Re: [External] : Re: Poor gluster performances over 10Gbps network
by Marcos Sungaila
Hi Mathieu,
Using dd for disk performance tests is not recommended. Besides needing oflag and iflag options, dd will perform a sequential write what is not a real scenario,
To evaluate your servers, use fio or bonnie++ for performance tests.
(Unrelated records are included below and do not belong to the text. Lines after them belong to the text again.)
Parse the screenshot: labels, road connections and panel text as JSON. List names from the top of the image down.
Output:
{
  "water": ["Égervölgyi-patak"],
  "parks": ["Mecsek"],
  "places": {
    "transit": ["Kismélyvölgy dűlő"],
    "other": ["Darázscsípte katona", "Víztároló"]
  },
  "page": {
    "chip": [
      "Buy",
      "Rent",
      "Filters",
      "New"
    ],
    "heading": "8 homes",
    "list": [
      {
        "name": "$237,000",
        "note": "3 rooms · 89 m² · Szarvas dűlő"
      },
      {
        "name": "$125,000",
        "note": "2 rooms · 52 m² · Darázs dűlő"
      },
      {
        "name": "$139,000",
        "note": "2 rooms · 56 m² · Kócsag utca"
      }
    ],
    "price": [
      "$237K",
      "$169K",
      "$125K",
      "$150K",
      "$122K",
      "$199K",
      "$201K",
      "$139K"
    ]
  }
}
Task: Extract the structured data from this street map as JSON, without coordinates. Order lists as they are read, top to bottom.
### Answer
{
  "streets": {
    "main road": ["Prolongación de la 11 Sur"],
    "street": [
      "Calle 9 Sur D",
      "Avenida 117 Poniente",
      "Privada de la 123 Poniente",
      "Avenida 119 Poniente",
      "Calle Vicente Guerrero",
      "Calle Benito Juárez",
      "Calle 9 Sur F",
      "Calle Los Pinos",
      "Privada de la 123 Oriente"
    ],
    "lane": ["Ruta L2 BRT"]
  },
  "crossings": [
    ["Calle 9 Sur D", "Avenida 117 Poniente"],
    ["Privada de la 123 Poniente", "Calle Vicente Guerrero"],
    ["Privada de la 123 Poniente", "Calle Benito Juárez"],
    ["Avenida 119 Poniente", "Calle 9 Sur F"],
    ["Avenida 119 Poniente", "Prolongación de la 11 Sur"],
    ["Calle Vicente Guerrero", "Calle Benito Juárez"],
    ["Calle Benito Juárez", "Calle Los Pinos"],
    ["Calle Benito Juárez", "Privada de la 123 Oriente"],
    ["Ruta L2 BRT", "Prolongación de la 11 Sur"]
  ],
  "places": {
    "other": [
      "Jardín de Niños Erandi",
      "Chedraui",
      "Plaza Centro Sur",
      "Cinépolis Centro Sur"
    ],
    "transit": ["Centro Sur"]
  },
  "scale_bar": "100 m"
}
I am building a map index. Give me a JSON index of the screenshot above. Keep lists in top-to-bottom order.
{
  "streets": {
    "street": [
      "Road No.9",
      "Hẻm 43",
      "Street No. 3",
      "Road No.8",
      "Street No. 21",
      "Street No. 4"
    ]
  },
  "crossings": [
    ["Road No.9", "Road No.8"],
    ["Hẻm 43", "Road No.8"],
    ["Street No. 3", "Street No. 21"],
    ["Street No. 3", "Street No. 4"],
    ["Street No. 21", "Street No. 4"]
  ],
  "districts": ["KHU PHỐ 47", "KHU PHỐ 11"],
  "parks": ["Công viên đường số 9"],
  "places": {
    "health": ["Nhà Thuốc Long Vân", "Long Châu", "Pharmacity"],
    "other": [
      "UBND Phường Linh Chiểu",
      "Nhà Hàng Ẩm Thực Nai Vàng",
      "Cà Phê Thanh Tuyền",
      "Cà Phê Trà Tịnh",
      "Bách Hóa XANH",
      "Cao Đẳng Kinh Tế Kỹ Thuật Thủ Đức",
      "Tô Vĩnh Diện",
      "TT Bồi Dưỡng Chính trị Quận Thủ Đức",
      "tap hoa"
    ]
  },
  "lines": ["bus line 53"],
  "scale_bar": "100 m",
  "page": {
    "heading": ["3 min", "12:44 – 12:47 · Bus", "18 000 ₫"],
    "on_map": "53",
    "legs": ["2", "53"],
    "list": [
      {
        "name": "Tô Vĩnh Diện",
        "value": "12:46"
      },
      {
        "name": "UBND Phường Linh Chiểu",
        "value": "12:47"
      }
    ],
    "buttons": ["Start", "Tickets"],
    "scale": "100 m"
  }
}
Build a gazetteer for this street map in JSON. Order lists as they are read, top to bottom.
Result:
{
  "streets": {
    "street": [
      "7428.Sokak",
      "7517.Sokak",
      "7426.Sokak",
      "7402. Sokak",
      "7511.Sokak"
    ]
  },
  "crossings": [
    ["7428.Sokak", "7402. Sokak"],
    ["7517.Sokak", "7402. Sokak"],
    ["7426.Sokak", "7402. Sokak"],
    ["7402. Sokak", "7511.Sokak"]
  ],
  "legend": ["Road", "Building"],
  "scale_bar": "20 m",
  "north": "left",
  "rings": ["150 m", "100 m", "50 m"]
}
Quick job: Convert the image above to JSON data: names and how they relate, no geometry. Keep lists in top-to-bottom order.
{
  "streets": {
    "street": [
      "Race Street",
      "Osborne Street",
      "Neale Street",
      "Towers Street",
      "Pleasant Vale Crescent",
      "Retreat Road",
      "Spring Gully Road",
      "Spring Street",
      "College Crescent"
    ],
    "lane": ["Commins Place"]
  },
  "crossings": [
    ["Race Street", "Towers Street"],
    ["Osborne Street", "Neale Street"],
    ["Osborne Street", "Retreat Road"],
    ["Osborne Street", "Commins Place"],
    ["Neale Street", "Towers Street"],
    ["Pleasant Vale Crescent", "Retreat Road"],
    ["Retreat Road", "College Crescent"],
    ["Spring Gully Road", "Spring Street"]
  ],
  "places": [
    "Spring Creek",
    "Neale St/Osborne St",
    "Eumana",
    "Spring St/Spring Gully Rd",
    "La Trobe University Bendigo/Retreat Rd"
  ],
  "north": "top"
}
These applications will play a more realistic scenario to validate your environment.
Regards,
Marcos
From: Staniforth, Paul <P.Staniforth(a)leedsbeckett.ac.uk>
Sent: quarta-feira, 8 de setembro de 2021 08:17
To: Mathieu Valois <mvalois(a)teicee.com>; users <users(a)ovirt.org>
Subject: [External] : [ovirt-users] Re: Poor gluster performances over 10Gbps network
Hi Mathieu,
with a linux VM using dd without the oflag=sync will mean it's using disk bufffers, hence the faster thoughput at the beginning until the buffers are full.
Regards,
Paul S.
________________________________
From: Mathieu Valois <mvalois(a)teicee.com<mailto:mvalois@teicee.com>>
Sent: 08 September 2021 11:56
To: Staniforth, Paul <P.Staniforth(a)leedsbeckett.ac.uk<mailto:P.Staniforth@leedsbeckett.ac.uk>>; users <users(a)ovirt.org<mailto:users@ovirt.org>>
Subject: Re: [ovirt-users] Poor gluster performances over 10Gbps network
Caution External Mail: Do not click any links or open any attachments unless you trust the sender and know that the content is safe.
Hi Paul,
thank you for your answer.
Indeed I did a `dd` inside a VM to measure the Gluster disk performance. I've also tried `dd` on an hypervisor writing into one of the replicated gluster bricks, which gives good performances (similar to logical volume ones).
Le 08/09/2021 à 12:51, Staniforth, Paul a écrit :
Hi Mathieu,
How are you measuring the Gluster disk performance?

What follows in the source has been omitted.